There is a broad range of investment options in India

The Indian market is diversified. While the giant energy conglomerate Reliance Industries has a chunky share of the index, technology and financials are the most important sectors: technology is around 18% of the index, with Infosys and Tata Consultancy the biggest names, while financials form 26% with names such as ICICI Bank benefiting from the growth of India’s middle class. Investors should also note that there are consumer staples names such as Hindustan Unilever mixed in – growing consumption is an important driver for the Indian economy.

There are also plenty of investment opportunities further down the market capitalisation spectrum. The MSCI India Small Cap Index, for example, measures the performance of more than 250 smaller companies – around 14% of the market capitalisation of the Indian stocks. Recent performance for the small cap index has been strong – up 76.03% in the year to 31 August 2021. This is also where many of the exciting emerging companies are to be found, in new industries and geared to domestic growth.

There is also a buoyant private market in India, which has seen strong inflows. Morgan Stanley research showed $25 billion flowed into venture capital and private equity funds in the year to July. This is also helping to ensure a rich seam of new companies coming to market.

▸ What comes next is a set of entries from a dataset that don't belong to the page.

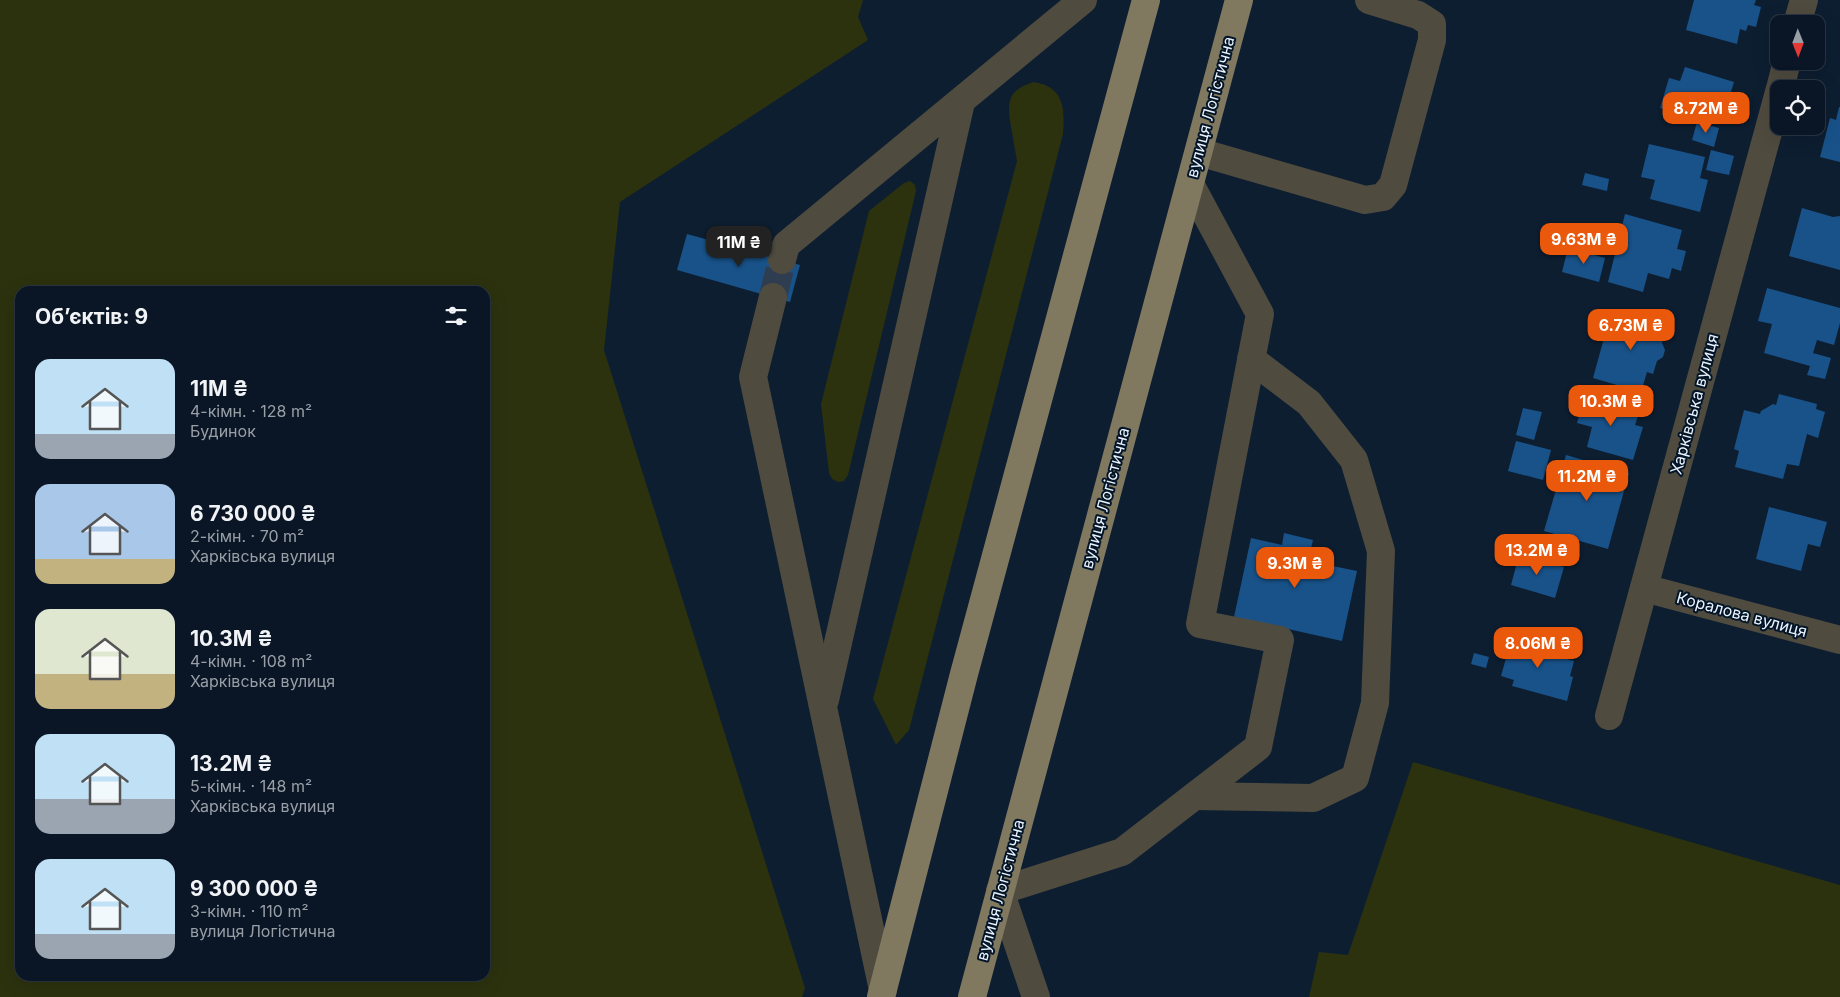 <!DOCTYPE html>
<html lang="uk">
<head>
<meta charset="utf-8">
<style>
  body { margin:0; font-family:Inter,sans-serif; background:#131f2d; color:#f1f3f6; height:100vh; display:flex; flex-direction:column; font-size:19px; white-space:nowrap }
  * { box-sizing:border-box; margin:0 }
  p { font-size:16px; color:#999fa7 }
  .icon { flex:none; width:28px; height:28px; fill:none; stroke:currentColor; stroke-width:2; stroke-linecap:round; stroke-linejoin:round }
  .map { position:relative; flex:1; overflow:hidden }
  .side { position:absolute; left:15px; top:286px; width:475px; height:695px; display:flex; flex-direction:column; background:#0a1625; border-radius:15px; box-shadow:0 5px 20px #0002,0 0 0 1px #2a3542 }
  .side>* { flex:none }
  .needle { width:32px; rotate:179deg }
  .controls { position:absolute; left:1770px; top:15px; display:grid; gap:10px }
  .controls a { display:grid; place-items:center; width:55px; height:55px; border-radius:10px; background:#0a1625; box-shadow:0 5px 20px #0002,0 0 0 1px #2a3542; font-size:25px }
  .price { position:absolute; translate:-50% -42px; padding:0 11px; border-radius:10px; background:#ea580c; color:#fff; font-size:16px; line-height:32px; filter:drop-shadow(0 1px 2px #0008) }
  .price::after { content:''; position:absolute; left:50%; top:30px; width:15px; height:11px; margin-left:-8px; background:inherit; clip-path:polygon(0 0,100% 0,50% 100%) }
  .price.on { background:#222; color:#fff }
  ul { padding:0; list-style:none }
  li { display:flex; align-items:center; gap:15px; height:125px; padding:0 20px }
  li span { display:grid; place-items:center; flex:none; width:140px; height:100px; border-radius:15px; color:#555 }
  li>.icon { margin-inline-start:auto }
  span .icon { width:60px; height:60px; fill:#fffc; stroke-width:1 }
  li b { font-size:21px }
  h2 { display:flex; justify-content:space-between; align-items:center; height:60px; padding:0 20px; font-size:21px }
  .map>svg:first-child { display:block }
  .green { fill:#2c320e; fill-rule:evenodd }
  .building { fill:#185289 }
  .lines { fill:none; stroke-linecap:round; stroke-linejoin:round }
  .minor-tunnel { stroke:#2e3e50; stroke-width:28; stroke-dasharray:28 14; stroke-linecap:butt }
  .minor { stroke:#4f4b3f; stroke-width:28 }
  .major { stroke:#817860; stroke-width:28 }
  .labels { text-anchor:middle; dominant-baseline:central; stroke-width:4; stroke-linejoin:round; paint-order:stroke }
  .street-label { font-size:16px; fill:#eaf3fe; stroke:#041527 }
</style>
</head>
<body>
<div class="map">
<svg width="1840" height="997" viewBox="0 0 1840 997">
  <rect width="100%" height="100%" fill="#0d1e31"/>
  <g class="green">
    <path d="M 0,0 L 863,0 L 858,17 L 868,40 L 620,202 L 604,350 L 805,988 L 802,997 L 0,997 ZM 485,291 L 485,976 L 20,976 L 20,291 Z"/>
    <path d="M 1034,82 C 1064,87 1065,108 1063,134 L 909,730 L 896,745 L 873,699 L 1017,161 C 1015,150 1013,138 1011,127 C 1007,103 1007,90 1034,82 Z"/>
    <polygon points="910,181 915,185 916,191 848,475 844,481 838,482 832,479 829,473 821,404 869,211 904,183"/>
    <polygon points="1413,762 1840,885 1840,997 1309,997 1319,952 1348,955"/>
  </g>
  <g class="building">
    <polygon points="1694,0 1756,0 1754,5 1761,7 1756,27 1748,25 1746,31 1740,29 1737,44 1686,30"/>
    <polygon points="1685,67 1734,82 1724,114 1719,113 1716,124 1660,108 1669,78 1680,81"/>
    <polygon points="1839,107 1840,107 1840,162 1820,157 1830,118 1836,120"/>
    <polygon points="1697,122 1719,128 1714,147 1692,140"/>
    <polygon points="1649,144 1705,157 1700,178 1708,180 1700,212 1650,199 1655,180 1641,177"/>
    <polygon points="1711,150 1734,156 1729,175 1706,170"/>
    <polygon points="1585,173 1609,179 1607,191 1582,185"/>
    <polygon points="1802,208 1833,217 1840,216 1840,270 1789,256"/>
    <polygon points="1625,214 1682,230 1677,249 1686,251 1681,271 1672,268 1669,279 1648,273 1643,292 1608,282"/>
    <polygon points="687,234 800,265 790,302 677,270"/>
    <polygon points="1568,248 1605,258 1599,282 1562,272"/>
    <polygon points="1767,288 1840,308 1840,323 1834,345 1817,340 1813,353 1831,358 1825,379 1807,375 1810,366 1764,353 1772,324 1758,321"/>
    <polygon points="1623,310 1668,323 1662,343 1665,350 1663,357 1657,361 1653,374 1647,372 1641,392 1593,378 1607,327 1618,330"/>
    <polygon points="1779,394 1817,404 1816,409 1825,412 1818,438 1807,434 1799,466 1787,464 1783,479 1735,467 1739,451 1734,449 1744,410 1760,414 1761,411 1773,404 1776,405"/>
    <polygon points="1585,395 1640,410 1635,425 1643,427 1633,460 1587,447 1592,427 1577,423"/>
    <polygon points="1523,408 1542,412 1534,440 1516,435"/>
    <polygon points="1516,441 1551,450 1543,480 1508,471"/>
    <polygon points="1566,455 1629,473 1608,549 1544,531"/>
    <polygon points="1769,507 1827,522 1820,547 1808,544 1801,571 1756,559"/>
    <polygon points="1284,533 1313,540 1308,561 1357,571 1342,641 1234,617 1251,538 1282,545"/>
    <polygon points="1519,555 1564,567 1555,598 1511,585"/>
    <polygon points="1512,637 1557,649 1556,656 1574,661 1570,676 1573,677 1567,701 1512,686 1514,680 1501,676"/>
    <polygon points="1474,653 1489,657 1486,668 1471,664"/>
  </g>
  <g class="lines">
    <polyline class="minor-tunnel" points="773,297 782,260"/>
    <g class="minor">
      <polyline points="1797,24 1804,0"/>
      <polyline points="1780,89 1787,61"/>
      <polyline points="1199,152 1365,200 1383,197 1393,185 1432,40 1432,24 1418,15 1369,0"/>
      <polyline points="782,260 786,245 1083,0"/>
      <polyline points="773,297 753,377 883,990"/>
      <polyline points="1644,588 1840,640"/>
      <polyline points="825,700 961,102"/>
      <polyline points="1609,716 1779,92"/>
      <polyline points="1195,796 1313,798 1355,778 1375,703 1381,551 1354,460 1309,403 1251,359"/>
      <polyline points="1036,997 1000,891 1122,852 1258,747 1280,640 1200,624 1260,314 1190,184"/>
    </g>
    <g class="major">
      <polyline points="881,997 964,674 1146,0"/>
      <polyline points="972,997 1239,0"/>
    </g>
  </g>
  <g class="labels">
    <g class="street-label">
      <text transform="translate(1210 107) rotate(-75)">вулиця Логістична</text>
      <text transform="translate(1694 404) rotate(-75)">Харківська вулиця</text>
      <text transform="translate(1105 498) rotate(-75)">вулиця Логістична</text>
      <text transform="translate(1742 614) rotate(15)">Коралова вулиця</text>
      <text transform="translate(1000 890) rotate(-75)">вулиця Логістична</text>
    </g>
  </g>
</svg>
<div class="controls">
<a><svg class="needle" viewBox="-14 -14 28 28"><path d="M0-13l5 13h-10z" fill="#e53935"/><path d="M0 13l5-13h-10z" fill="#999fa7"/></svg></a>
<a><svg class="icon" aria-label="locate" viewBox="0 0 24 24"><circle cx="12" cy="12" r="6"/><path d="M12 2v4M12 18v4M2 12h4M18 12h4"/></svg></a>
</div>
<b class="price" style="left:1706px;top:134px">8.72M ₴</b>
<b class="price" style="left:1584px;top:265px">9.63M ₴</b>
<b class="price on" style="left:739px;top:268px">11M ₴</b>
<b class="price" style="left:1631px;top:351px">6.73M ₴</b>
<b class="price" style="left:1611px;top:427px">10.3M ₴</b>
<b class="price" style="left:1587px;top:502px">11.2M ₴</b>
<b class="price" style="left:1537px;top:576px">13.2M ₴</b>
<b class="price" style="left:1295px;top:589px">9.3M ₴</b>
<b class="price" style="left:1538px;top:669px">8.06M ₴</b>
<section class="side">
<h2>Об’єктів: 9<svg class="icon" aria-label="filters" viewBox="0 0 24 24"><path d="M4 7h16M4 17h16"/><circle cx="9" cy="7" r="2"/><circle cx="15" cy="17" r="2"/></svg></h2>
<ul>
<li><span style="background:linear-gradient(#bfe0f5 75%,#9aa5b1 0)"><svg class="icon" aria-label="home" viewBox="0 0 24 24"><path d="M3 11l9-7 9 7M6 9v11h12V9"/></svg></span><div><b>11M ₴</b><p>4-кімн. · 128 m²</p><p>Будинок</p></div></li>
<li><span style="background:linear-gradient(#a9c7e8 75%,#c2b280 0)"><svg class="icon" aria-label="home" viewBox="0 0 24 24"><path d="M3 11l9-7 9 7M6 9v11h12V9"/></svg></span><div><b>6 730 000 ₴</b><p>2-кімн. · 70 m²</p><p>Харківська вулиця</p></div></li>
<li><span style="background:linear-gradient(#dfe7d0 65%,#c2b280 0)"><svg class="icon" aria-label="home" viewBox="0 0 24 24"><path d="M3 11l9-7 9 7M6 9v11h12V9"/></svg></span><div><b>10.3M ₴</b><p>4-кімн. · 108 m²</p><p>Харківська вулиця</p></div></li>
<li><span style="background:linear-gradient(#bfe0f5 65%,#9aa5b1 0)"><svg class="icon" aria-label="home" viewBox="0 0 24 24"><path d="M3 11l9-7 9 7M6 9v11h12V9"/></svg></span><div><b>13.2M ₴</b><p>5-кімн. · 148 m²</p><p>Харківська вулиця</p></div></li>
<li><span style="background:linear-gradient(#bfe0f5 75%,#9aa5b1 0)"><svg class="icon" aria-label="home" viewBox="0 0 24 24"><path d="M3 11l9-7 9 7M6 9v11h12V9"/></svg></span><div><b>9 300 000 ₴</b><p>3-кімн. · 110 m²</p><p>вулиця Логістична</p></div></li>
</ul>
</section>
</div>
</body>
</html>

India is one of the largest markets for gold and the growing middle class is driving demand. Culturally, gold is synonymous with wealth and status and so is a popular investment option. Sovereign gold bonds are issued in tranches by the Reserve Bank of India on behalf of the Government of India, throughout the year. As the second wave of Covid infections started to pass in August and people started planning social events and weddings, where gold plays an important role, the gold share price was steadier.

How to invest in India?

The oldest stock market in India is the BSE Sensex, which invests in 30 of India’s largest and most actively traded companies. It crosses multiple sectors. The NSE (National Stock Exchange) Nifty or CNX Nifty is similarly diverse, covering the 50 largest stocks across 22 sectors. Finally, the NSE CNX Mid Cap is its mid cap equivalent, comprising 100 mid cap stocks.

The recent strength of the Indian market has made it difficult for active managers to beat. There are plenty of well-established managers in the region, including Aberdeen Standard and Fidelity. Over three years, the top funds are the UTI India Dynamic Equity, GS India Equity Portfolio and the Fidelity India focus. These funds will aim to target the best stocks to buy in India for the longer-term. All have outpaced the index, but only just.

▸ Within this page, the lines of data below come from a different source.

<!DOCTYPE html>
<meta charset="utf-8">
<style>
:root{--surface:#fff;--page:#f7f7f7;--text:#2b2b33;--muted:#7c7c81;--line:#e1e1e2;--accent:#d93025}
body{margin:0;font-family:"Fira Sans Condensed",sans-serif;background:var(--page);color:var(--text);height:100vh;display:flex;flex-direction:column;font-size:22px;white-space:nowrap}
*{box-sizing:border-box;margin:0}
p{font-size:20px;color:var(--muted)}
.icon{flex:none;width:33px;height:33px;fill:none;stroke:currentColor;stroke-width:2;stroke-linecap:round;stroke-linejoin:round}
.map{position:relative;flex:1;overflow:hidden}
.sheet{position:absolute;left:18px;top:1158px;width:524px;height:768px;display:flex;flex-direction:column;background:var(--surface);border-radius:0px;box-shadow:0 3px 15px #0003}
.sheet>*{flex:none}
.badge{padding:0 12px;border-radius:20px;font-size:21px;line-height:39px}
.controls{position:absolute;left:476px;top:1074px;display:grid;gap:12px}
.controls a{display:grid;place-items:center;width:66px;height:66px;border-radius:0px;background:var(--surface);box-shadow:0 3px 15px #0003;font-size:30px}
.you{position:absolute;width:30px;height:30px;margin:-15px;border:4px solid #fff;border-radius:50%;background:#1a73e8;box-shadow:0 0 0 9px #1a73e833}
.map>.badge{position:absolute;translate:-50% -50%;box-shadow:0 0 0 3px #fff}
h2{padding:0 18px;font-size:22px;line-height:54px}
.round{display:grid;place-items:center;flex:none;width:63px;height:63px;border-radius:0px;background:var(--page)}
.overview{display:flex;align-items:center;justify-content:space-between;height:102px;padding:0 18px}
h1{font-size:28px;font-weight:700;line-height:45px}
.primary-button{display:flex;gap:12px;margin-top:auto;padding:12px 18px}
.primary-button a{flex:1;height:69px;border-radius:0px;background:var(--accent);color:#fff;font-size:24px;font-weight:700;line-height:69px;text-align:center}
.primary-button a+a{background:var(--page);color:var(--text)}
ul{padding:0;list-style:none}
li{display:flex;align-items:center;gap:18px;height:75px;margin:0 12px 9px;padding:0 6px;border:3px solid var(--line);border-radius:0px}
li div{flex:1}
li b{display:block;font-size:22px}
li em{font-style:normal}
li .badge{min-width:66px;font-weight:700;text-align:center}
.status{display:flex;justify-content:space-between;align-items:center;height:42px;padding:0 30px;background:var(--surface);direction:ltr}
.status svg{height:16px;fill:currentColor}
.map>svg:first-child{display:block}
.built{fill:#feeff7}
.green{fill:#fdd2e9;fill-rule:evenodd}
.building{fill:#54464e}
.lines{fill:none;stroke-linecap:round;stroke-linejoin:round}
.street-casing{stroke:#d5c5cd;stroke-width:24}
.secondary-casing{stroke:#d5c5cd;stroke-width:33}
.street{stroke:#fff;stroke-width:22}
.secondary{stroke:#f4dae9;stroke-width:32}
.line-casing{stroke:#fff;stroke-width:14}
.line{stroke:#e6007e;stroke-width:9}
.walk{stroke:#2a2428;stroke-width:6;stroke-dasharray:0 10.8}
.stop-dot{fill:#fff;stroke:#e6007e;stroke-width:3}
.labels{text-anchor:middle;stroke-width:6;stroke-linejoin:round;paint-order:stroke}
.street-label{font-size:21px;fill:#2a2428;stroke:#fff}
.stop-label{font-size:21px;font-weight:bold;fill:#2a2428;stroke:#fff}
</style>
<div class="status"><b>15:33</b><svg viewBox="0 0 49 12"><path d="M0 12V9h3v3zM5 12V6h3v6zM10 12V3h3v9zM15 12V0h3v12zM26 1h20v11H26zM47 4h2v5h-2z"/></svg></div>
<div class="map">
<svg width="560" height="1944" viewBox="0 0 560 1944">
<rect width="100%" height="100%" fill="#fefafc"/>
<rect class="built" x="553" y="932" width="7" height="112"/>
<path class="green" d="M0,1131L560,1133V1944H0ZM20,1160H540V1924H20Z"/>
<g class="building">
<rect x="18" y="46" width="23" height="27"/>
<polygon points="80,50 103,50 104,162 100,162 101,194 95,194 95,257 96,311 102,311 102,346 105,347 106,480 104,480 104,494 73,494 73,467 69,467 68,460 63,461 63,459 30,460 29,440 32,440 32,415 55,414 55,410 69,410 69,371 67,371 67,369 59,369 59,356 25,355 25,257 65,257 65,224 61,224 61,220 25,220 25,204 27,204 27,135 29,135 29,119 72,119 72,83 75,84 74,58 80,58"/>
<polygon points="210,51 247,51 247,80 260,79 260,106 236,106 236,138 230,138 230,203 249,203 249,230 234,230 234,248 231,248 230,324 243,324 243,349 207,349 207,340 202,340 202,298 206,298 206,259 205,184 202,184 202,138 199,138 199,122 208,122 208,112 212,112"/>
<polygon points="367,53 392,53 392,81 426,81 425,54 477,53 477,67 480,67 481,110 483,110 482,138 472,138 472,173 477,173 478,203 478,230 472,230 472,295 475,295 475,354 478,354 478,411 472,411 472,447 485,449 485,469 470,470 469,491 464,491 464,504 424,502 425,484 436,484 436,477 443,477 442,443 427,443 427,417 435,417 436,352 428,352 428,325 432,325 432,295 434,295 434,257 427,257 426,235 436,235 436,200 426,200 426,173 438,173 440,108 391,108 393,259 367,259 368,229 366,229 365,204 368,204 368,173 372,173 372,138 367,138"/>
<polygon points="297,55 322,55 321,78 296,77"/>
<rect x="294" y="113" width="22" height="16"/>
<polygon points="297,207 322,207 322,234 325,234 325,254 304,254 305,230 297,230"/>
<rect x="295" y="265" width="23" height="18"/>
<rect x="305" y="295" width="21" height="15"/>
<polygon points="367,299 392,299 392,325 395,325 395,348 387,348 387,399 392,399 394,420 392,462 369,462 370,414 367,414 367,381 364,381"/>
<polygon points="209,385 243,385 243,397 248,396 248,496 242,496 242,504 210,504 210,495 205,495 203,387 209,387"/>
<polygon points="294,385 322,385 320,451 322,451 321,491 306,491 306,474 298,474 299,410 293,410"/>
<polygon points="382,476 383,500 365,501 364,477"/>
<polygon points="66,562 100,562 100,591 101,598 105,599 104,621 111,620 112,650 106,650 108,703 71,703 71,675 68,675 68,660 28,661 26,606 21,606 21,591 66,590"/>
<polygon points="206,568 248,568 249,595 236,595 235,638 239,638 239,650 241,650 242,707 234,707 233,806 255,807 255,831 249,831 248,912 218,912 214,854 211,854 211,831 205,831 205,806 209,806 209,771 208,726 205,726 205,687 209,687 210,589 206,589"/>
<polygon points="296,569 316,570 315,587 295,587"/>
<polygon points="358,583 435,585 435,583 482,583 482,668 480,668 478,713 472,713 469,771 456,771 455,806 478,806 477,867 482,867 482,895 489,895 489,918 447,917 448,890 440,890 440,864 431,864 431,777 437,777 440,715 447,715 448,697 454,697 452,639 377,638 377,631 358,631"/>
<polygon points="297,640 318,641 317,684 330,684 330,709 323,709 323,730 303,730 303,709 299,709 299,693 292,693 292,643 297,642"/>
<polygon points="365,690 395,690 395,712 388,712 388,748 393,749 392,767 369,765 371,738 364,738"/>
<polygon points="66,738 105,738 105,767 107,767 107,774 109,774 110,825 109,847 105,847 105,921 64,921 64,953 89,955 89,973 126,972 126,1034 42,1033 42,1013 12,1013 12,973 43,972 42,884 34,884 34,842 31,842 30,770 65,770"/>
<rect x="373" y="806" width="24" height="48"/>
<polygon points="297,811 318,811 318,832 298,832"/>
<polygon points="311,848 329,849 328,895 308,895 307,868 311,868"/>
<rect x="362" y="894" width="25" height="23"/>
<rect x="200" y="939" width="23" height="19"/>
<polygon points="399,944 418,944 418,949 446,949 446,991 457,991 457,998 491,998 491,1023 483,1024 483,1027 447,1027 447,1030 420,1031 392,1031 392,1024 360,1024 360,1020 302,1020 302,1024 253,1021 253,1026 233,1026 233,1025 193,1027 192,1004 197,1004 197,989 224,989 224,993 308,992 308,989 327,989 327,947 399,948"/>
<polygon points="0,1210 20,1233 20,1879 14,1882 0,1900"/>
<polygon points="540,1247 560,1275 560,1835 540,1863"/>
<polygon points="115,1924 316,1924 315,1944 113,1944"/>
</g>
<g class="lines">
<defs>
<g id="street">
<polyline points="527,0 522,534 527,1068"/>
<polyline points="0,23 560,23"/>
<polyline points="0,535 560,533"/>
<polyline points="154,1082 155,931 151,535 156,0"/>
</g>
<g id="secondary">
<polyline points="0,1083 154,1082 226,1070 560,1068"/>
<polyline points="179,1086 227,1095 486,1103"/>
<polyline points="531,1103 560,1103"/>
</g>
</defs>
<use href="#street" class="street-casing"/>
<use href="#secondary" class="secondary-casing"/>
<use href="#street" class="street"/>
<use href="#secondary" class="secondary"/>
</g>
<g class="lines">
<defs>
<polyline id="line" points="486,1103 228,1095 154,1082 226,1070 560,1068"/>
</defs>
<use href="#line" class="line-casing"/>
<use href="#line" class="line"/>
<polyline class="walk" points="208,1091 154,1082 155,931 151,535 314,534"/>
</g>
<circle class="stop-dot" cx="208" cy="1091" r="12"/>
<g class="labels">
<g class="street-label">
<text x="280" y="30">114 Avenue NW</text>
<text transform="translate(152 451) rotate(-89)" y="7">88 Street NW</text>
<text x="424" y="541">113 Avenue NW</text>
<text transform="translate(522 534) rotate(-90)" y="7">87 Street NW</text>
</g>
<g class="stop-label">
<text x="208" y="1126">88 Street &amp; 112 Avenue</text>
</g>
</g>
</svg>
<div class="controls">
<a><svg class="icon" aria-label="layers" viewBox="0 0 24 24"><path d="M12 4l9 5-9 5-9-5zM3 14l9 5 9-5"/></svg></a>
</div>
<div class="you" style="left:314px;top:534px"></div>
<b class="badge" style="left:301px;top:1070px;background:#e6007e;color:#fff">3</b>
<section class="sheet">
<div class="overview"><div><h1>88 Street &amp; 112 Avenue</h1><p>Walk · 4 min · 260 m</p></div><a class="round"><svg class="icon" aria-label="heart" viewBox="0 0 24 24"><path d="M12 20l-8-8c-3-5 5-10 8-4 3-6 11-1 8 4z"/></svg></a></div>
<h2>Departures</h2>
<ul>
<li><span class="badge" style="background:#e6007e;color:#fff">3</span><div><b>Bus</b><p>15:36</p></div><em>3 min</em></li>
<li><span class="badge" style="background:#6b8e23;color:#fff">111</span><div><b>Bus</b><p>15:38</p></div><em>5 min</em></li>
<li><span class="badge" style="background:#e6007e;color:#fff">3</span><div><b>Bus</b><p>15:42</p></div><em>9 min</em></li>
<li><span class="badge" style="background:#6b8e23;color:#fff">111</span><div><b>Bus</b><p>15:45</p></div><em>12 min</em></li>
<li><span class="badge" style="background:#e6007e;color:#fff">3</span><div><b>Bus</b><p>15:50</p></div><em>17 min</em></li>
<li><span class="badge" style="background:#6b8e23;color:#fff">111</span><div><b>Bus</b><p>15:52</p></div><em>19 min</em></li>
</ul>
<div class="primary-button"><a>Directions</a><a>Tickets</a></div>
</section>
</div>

This makes a case for passive investment. Here, there are plenty of options. The best index funds for generalized exposure to the Indian market are conventional, diversified Indian ETFs – such as the iShares MSCI India or the Invesco India ETF. There are also specialist smaller companies ETFs, including the iShares MSCI India Small-Cap ETF. These sit alongside specialist ETFs such as the Van Eck India Growth Leaders, which targets the fastest growing Indian companies, or the WisdomTree India ex-State-Owned Enterprises Fund, which excludes companies with more than 20% government holdings.

One final point: the market currently looks expensive. It trades on a P/E of 31x, compared to just 16x for the wider emerging market index. Its price to book measure is also higher. The Indian market has generally traded at a higher valuation than other emerging markets, but it does leave it vulnerable to a change in sentiment. This may affect the best stocks to buy in India in the short-term. In this environment, an active manager may be able to perform better because they are not compelled to hold companies where the value is falling.

Either way, the Indian market is diverse, holding many opportunities for investors to participate in the growth of the Indian economy, plus new and emerging industries. Despite the country’s challenges, it remains one of the most exciting emerging markets.